Once the data is in their data warehouse - Harness uses BigQuery - the company uses SQLMesh. SQLMesh provides data contracts between the data that is in the data warehouse and how it is being transformed downstream to data users. Because SQLMesh provides column level lineage the company can take a data model and then figure out for each column what the upstream columns are that feed into it.
Harness even went a step further and integrated dlt and sqlmesh to achieve interoperability between them. dlt is able to automatically update sqlmesh external models. At the same time Harness can also use the command sqlmesh plan that lets the company manage the evolving dlt schema. One of the future integration projects is to create an operational dashboard which assesses the health (data freshness, pipeline health) of individual data columns per model in a fully automated way.
The seeds of success
Harness management empowers their senior data engineer Alex Butler to take technical decisions
Wheeler Boyd-Boffa, alongside the VP of Revenue operations and strategy, Hoppy Maffione, empowered the technical lead on the go-to-market side of the company, senior data engineer Alex Butler, to make technical decisions.
So I've built everything myself.
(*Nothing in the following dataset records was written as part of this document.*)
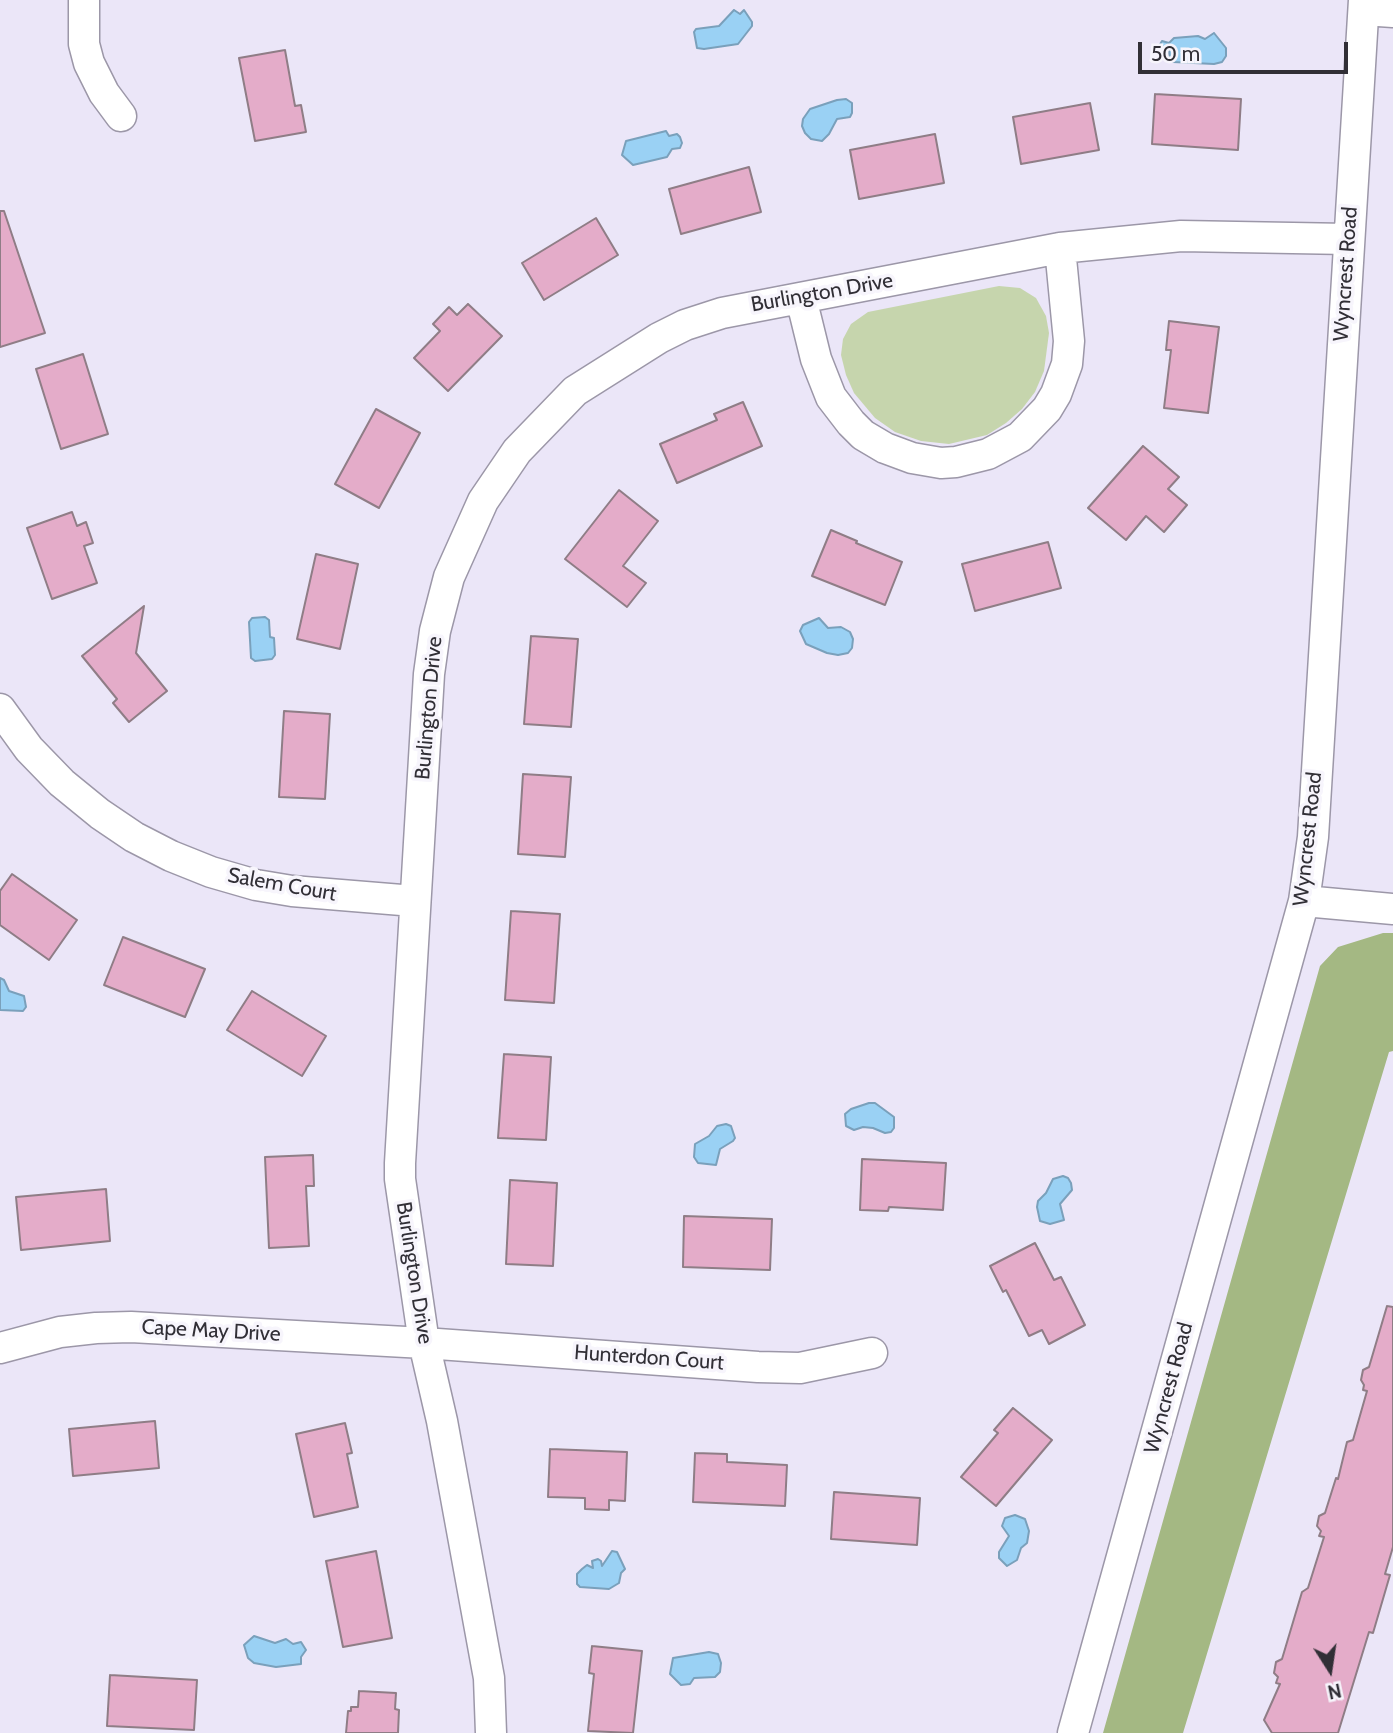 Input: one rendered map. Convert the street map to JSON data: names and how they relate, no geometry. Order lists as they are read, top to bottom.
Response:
{
  "streets": {
    "street": [
      "Wyncrest Road",
      "Burlington Drive",
      "Salem Court",
      "Cape May Drive",
      "Hunterdon Court"
    ]
  },
  "crossings": [
    ["Wyncrest Road", "Burlington Drive"],
    ["Burlington Drive", "Salem Court"],
    ["Burlington Drive", "Cape May Drive"],
    ["Burlington Drive", "Hunterdon Court"],
    ["Cape May Drive", "Hunterdon Court"]
  ],
  "scale_bar": "50 m",
  "north": "bottom"
} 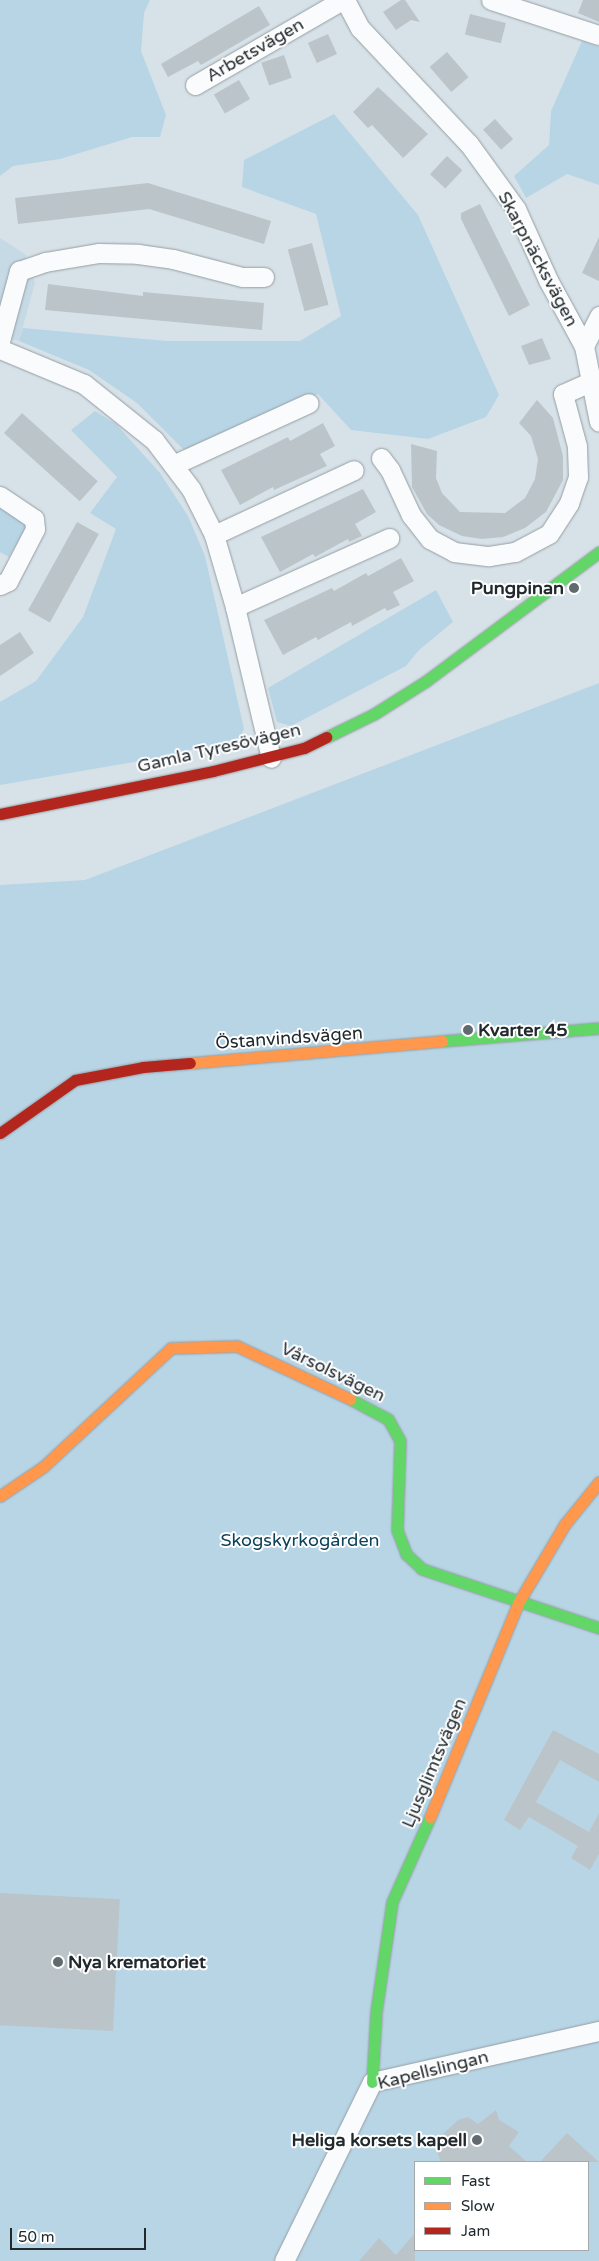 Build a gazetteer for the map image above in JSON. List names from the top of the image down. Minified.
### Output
{"streets":{"street":["Arbetsvägen","Skarpnäcksvägen","Gamla Tyresövägen","Östanvindsvägen","Vårsolsvägen","Ljusglimtsvägen","Kapellslingan"]},"crossings":[["Arbetsvägen","Skarpnäcksvägen"],["Vårsolsvägen","Ljusglimtsvägen"],["Ljusglimtsvägen","Kapellslingan"]],"parks":["Skogskyrkogården"],"places":["Pungpinan","Kvarter 45","Nya krematoriet","Heliga korsets kapell"],"legend":["Fast","Slow","Jam"],"scale_bar":"50 m"} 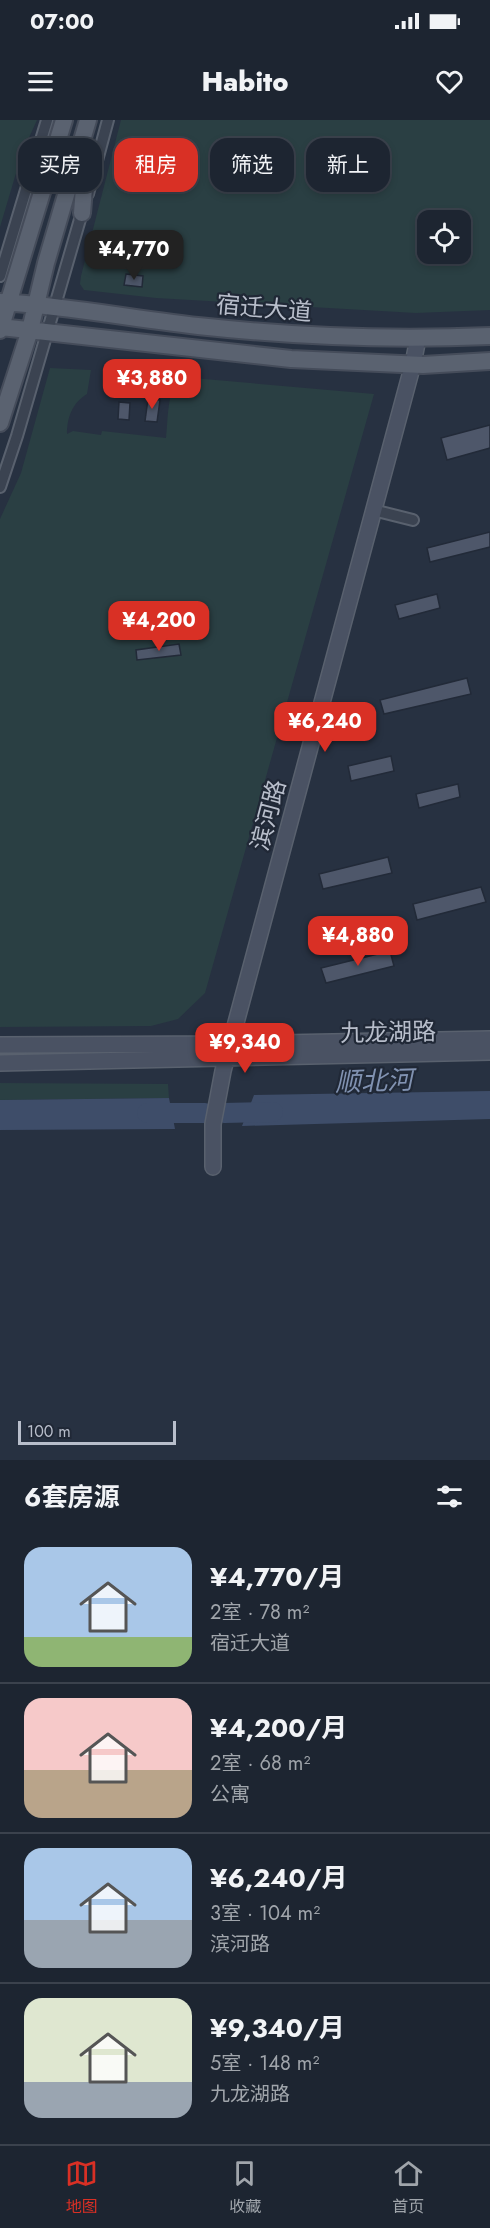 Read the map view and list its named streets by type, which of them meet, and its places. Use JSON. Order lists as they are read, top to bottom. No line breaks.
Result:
{"streets":{"main road":["宿迁大道"],"street":["滨河路","九龙湖路"]},"crossings":[["宿迁大道","滨河路"],["滨河路","九龙湖路"]],"water":["顺北河"],"scale_bar":"100 m","page":{"status":"07:00","header":"Habito","chip":["买房","租房","筛选","新上"],"price":["¥4,770","¥3,880","¥4,200","¥6,240","¥4,880","¥9,340"],"scale":"100 m","heading":"6套房源","list":[{"name":"¥4,770/月","note":"2室 · 78 m² · 宿迁大道"},{"name":"¥4,200/月","note":"2室 · 68 m² · 公寓"},{"name":"¥6,240/月","note":"3室 · 104 m² · 滨河路"},{"name":"¥9,340/月","note":"5室 · 148 m² · 九龙湖路"}],"tabs":["地图","收藏","首页"]}} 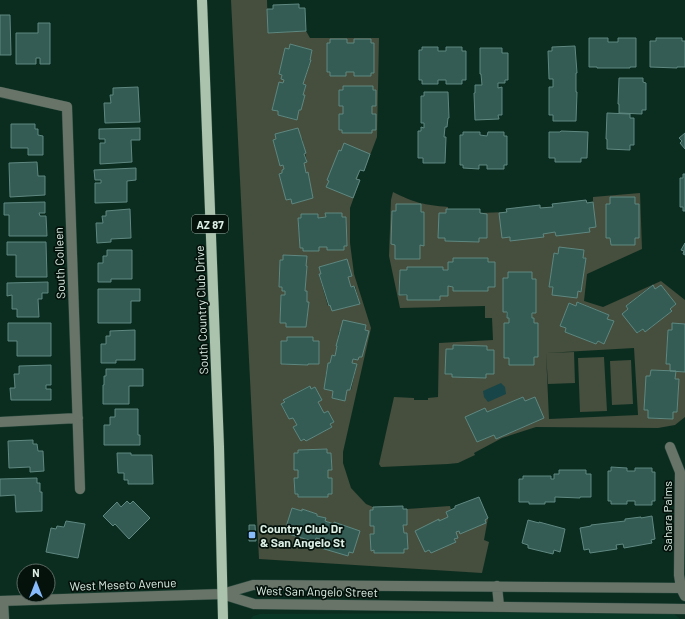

That includes from the very beginning setting up infrastructure. Running these other previous solutions, setting up Singer, Meltano, these data pipelines, dbt. Migrating everything has been done myself, too. I don't really have to go to someone and ask as long as we are achieving business outcomes and driving strategy.
- Alexander Butler, Senior Data Engineer at Harness (before dlt and sqlmesh)
Alex Butler’s experience with Singer, Meltano and dbt
Before exploring dlt and SQLmesh Harness was trying to work with Singer, Meltano and dbt.
In Alex Butler’s eyes, the biggest problem with Singer is the fractured ecosystem of Taps and Targets. In his view, a lot more than half of these don’t work and most of them are not maintained. Developers have no control over them and their schema, what goes into Singer or how it comes out of Singer. Customisation of Taps and Targets for production use cases is difficult. As a result, at Harness, Alex Butler ended up either creating his own Taps and Targets from scratch or forking existing ones. He was writing most of the data pipeline code himself. To deal with Singer’s underlying common interchange format he was just writing the pipeline code in such a way that it would create a Singer format or read a Singer format. It was a lot of work, having a lot of separate repositories to manage the Singer interchange format. Another issue with Singer was dealing with the schema. When dealing with Singer Taps a developers still has to define the schemas. The schemas are JSON. Schemas are translated by the Targets to the appropriate Target schema. Alex specifically had issues with BigQuery, because with BigQuery you need strongly typed schemas and JSON schemas are not strongly typed.
Additionally Meltano would build virtual environments for all of the plugins that Alex needed. Meltano itself has heavy dependencies with a lot of pinned requirements. It wasn't easy to use Meltano alongside other software.
Meltano encourages you to put everything in another virtual environment. The result is that an utility goes here and this utility goes there. What ends up happening is that it's a lot harder to just use these tools without invoking them through Meltano. Everything suddenly becomes like a wrapper. You're doing this Meltano invoke, this little Meltano invoke this and it starts to feel like there's a lot of indirection. Certain integrations don't work. At the time Harness was using the extension dbt power user and it didn't work with Meltano.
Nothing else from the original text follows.